Our accuracy using the decision tree is between about 75-78%. With a max depth of 9, our model gives us the highest accuracy at 78.69%. However, for the sake of time efficiency, if we are to use a decision tree, we can stick with a **maximum depth of 2**, with **78.23% accuracy**.

## Random Forest Classifier

Here we'll test the random forest model, changing the hyperparameter that specifies the number of trees.

In [6]:
for trees in range(10,100,10):
    #create model
    rf_model = RandomForestClassifier(random_state=123,n_estimators=trees)

    #train model
    rf_model.fit(features_train,target_train)
    
    #make prediction
    rf_prediction = rf_model.predict(features_valid)
    
    print('Accuracy with', trees, 'trees:',accuracy_score(target_valid, rf_prediction))

Accuracy with 10 trees: 0.7884914463452566
Accuracy with 20 trees: 0.7931570762052877
Accuracy with 30 trees: 0.7916018662519441
Accuracy with 40 trees: 0.7978227060653188
Accuracy with 50 trees: 0.7947122861586314
Accuracy with 60 trees: 0.7916018662519441
Accuracy with 70 trees: 0.7947122861586314
Accuracy with 80 trees: 0.7916018662519441
Accuracy with 90 trees: 0.7900466562986003


As we may have expected, our accuracy is improved using the random forest model. Our results hover around 79% accuracy, and even with just **10** trees, we already have a greater accuracy than our best result using the decision tree model at **78.84%**. Our best result seems to be with **40** trees, at **79.78%**

In [7]:
for x in range(10, 100, 30):
    print(x)

10
40
70


## Logistic Regression

Let's try testing the Logistic Regression model.

In [12]:
#create model
lr_model = LogisticRegression(solver='liblinear')
 
#train model
lr_model.fit(features_train, target_train)

#make prediction
lr_prediction = lr_model.predict(features_valid)

print('Accuracy using logistic regression:',accuracy_score(target_valid, lr_prediction))

Accuracy using logistic regression: 0.7589424572317263


Our accuracy with logistic regression sits at **75.89%**. 

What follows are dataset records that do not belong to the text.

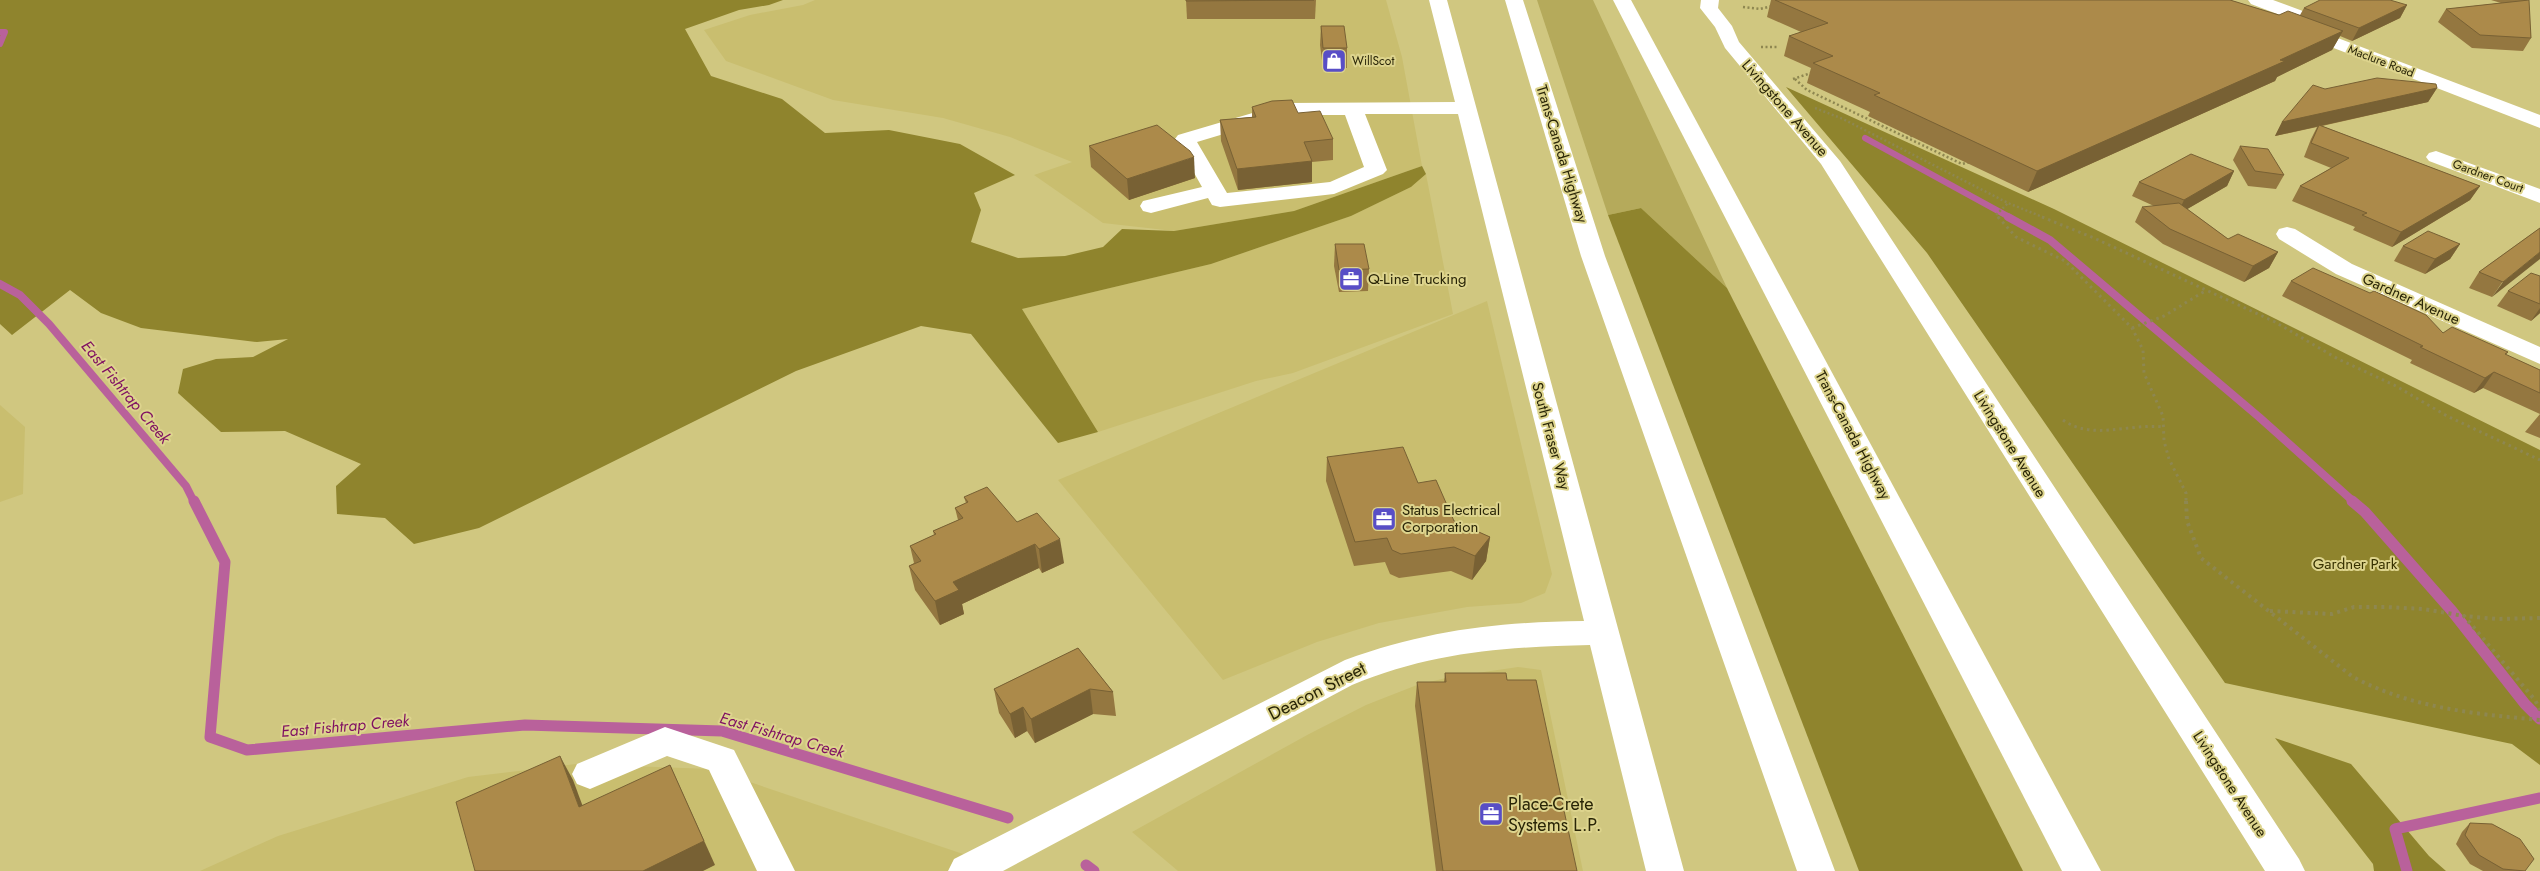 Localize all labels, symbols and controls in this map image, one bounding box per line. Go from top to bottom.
street label: Maclure Road [2345,40,2417,82]
shop icon: WillScot [1321,48,1347,74]
place label: WillScot [1352,52,1394,70]
street label: Livingstone Avenue [1737,55,1834,162]
street label: Trans-Canada Highway [1531,82,1594,226]
street label: Gardner Court [2450,155,2526,197]
office icon: Q-Line Trucking [1338,266,1364,292]
place label: Q-Line Trucking [1368,268,1467,290]
street label: Gardner Avenue [2359,268,2463,330]
water label: East Fishtrap Creek [76,335,177,450]
street label: Trans-Canada Highway [1810,367,1896,504]
street label: South Fraser Way [1526,380,1576,493]
street label: Livingstone Avenue [1968,386,2052,502]
place label: Status Electrical Corporation [1402,499,1500,538]
office icon: Status Electrical Corporation [1371,506,1397,532]
park label: Gardner Park [2313,553,2398,575]
street label: Deacon Street [1264,655,1371,727]
water label: East Fishtrap Creek [717,706,848,764]
water label: East Fishtrap Creek [280,709,411,743]
street label: Livingstone Avenue [2187,727,2273,841]
place label: Place-Crete Systems L.P. [1508,791,1601,838]
office icon: Place-Crete Systems L.P. [1478,801,1504,827] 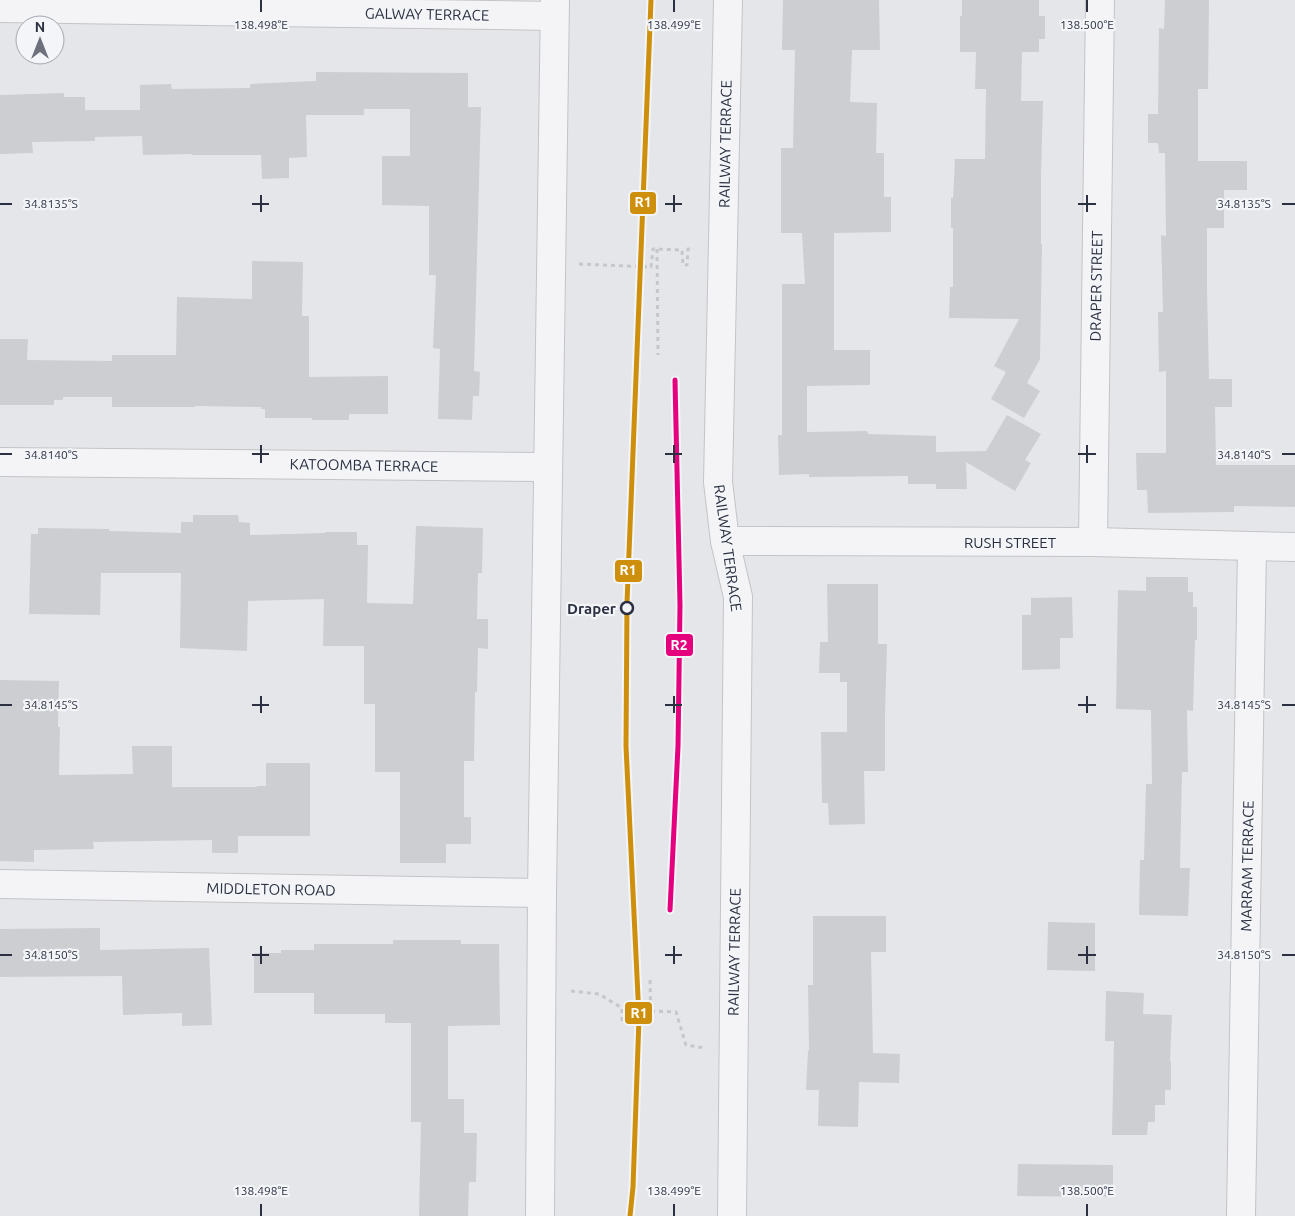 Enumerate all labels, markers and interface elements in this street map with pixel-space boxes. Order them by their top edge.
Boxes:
street label: GALWAY TERRACE [365,4,489,24]
north arrow [15,15,65,65]
text: 138.498°E [234,18,288,31]
text: 138.499°E [647,18,701,31]
text: 138.500°E [1060,18,1114,31]
text: N [35,19,45,35]
street label: RAILWAY TERRACE [715,80,735,208]
line badge: R1 [629,191,657,215]
text: R1 [634,194,652,210]
text: 34.8135°S [24,197,78,210]
text: 34.8135°S [1217,197,1271,210]
street label: DRAPER STREET [1087,230,1105,342]
text: 34.8140°S [24,448,78,461]
text: 34.8140°S [1217,448,1271,461]
street label: KATOOMBA TERRACE [289,455,439,475]
street label: RAILWAY TERRACE [711,483,745,613]
street label: RUSH STREET [964,534,1057,551]
line badge: R1 [614,559,643,583]
text: R1 [619,562,637,578]
place label: Draper [567,600,617,617]
marker: Draper [620,601,634,615]
line badge: R2 [665,633,694,657]
text: R2 [670,637,688,653]
text: 34.8145°S [24,698,78,711]
text: 34.8145°S [1217,698,1271,711]
street label: MARRAM TERRACE [1237,800,1257,932]
street label: MIDDLETON ROAD [206,879,336,899]
street label: RAILWAY TERRACE [724,888,744,1016]
text: 34.8150°S [24,948,78,961]
text: 34.8150°S [1217,948,1271,961]
line badge: R1 [624,1001,653,1025]
text: R1 [630,1005,648,1021]
text: 138.498°E [234,1184,288,1197]
text: 138.499°E [647,1184,701,1197]
text: 138.500°E [1060,1184,1114,1197] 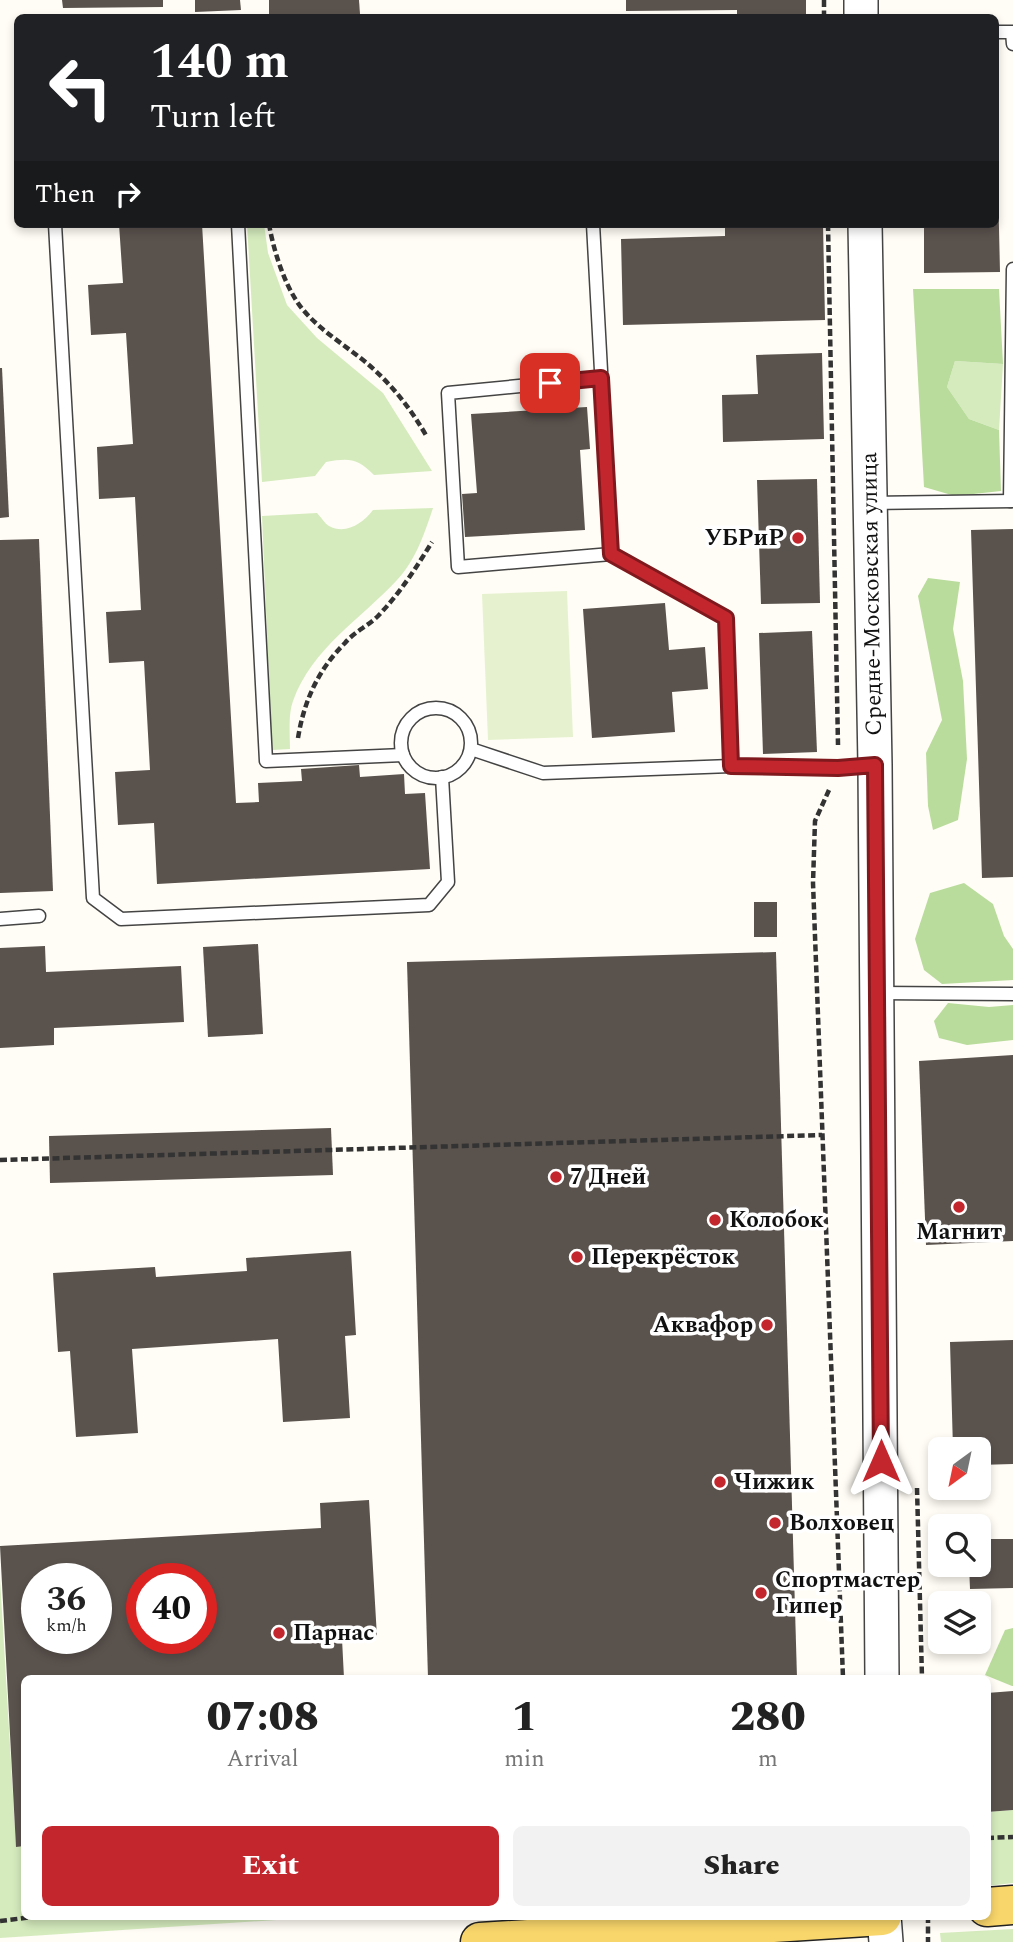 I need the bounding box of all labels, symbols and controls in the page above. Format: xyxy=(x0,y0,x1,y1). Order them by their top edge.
text: 140 m xyxy=(150,25,289,100)
icon: left xyxy=(35,42,126,133)
text: Turn left xyxy=(150,93,276,142)
text: Then xyxy=(35,174,95,214)
icon: right xyxy=(109,175,147,213)
pin xyxy=(520,353,580,413)
icon: arrive xyxy=(531,364,569,402)
street label: Средне-Московская улица xyxy=(852,452,892,736)
place label: УБРиР xyxy=(705,521,784,556)
marker: УБРиР xyxy=(790,530,806,546)
place label: 7 Дней xyxy=(570,1160,646,1195)
marker: 7 Дней xyxy=(548,1169,564,1185)
marker: Магнит xyxy=(951,1199,967,1215)
place label: Колобок xyxy=(729,1203,824,1238)
marker: Колобок xyxy=(707,1212,723,1228)
place label: Магнит xyxy=(916,1215,1002,1250)
place label: Перекрёсток xyxy=(591,1240,735,1275)
marker: Перекрёсток xyxy=(569,1249,585,1265)
place label: Аквафор xyxy=(653,1308,753,1343)
marker: Аквафор xyxy=(759,1317,775,1333)
position arrow xyxy=(844,1424,918,1498)
north arrow xyxy=(928,1437,990,1500)
map controls xyxy=(928,1437,991,1654)
place label: Чижик xyxy=(734,1465,815,1500)
marker: Чижик xyxy=(712,1474,728,1490)
place label: Волховец xyxy=(789,1506,894,1541)
button: search xyxy=(928,1514,991,1577)
marker: Волховец xyxy=(767,1515,783,1531)
speed limit sign: 40 xyxy=(126,1563,217,1654)
place label: Спортмастер Гипер xyxy=(775,1563,920,1624)
text: 36 xyxy=(47,1573,86,1626)
marker: Спортмастер Гипер xyxy=(753,1585,769,1601)
button: layers xyxy=(928,1591,991,1654)
text: km/h xyxy=(46,1612,87,1639)
place label: Парнас xyxy=(293,1616,374,1651)
marker: Парнас xyxy=(271,1625,287,1641)
text: 07:08 xyxy=(206,1686,319,1749)
text: 1 xyxy=(512,1686,537,1749)
text: 280 xyxy=(730,1686,806,1749)
text: Arrival xyxy=(227,1742,299,1777)
text: min xyxy=(504,1742,545,1777)
text: m xyxy=(758,1742,778,1777)
button: Exit xyxy=(42,1826,499,1906)
button: Share xyxy=(513,1826,970,1906)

Looking at the different models, the fastest and least accurate is logistic regression. If we want a fast yet more accurate solution, a decision tree model with a depth of 2 would be a better solution. The random forest model is the most accurate- but we sacrifice time efficiency in exchange for better accuracy.

# Step 4: Test model

Since we're trying to create a model that gives us the highest accuracy, we'll use a random forest model with 40 trees, and check its quality.

In [9]:
features_test = df_test.drop('is_ultra', axis=1)
target_test = df_test['is_ultra']

model = RandomForestClassifier(random_state=123,n_estimators=40)
model.fit(features_train,target_train)
prediction = model.predict(features_test)

print("Our model's accuracy using the test data is:", accuracy_score(target_test,prediction))

Our model's accuracy using the test data is: 0.7884914463452566


Our accuracy is 78.85%, similar to the results we acheived when validating our model.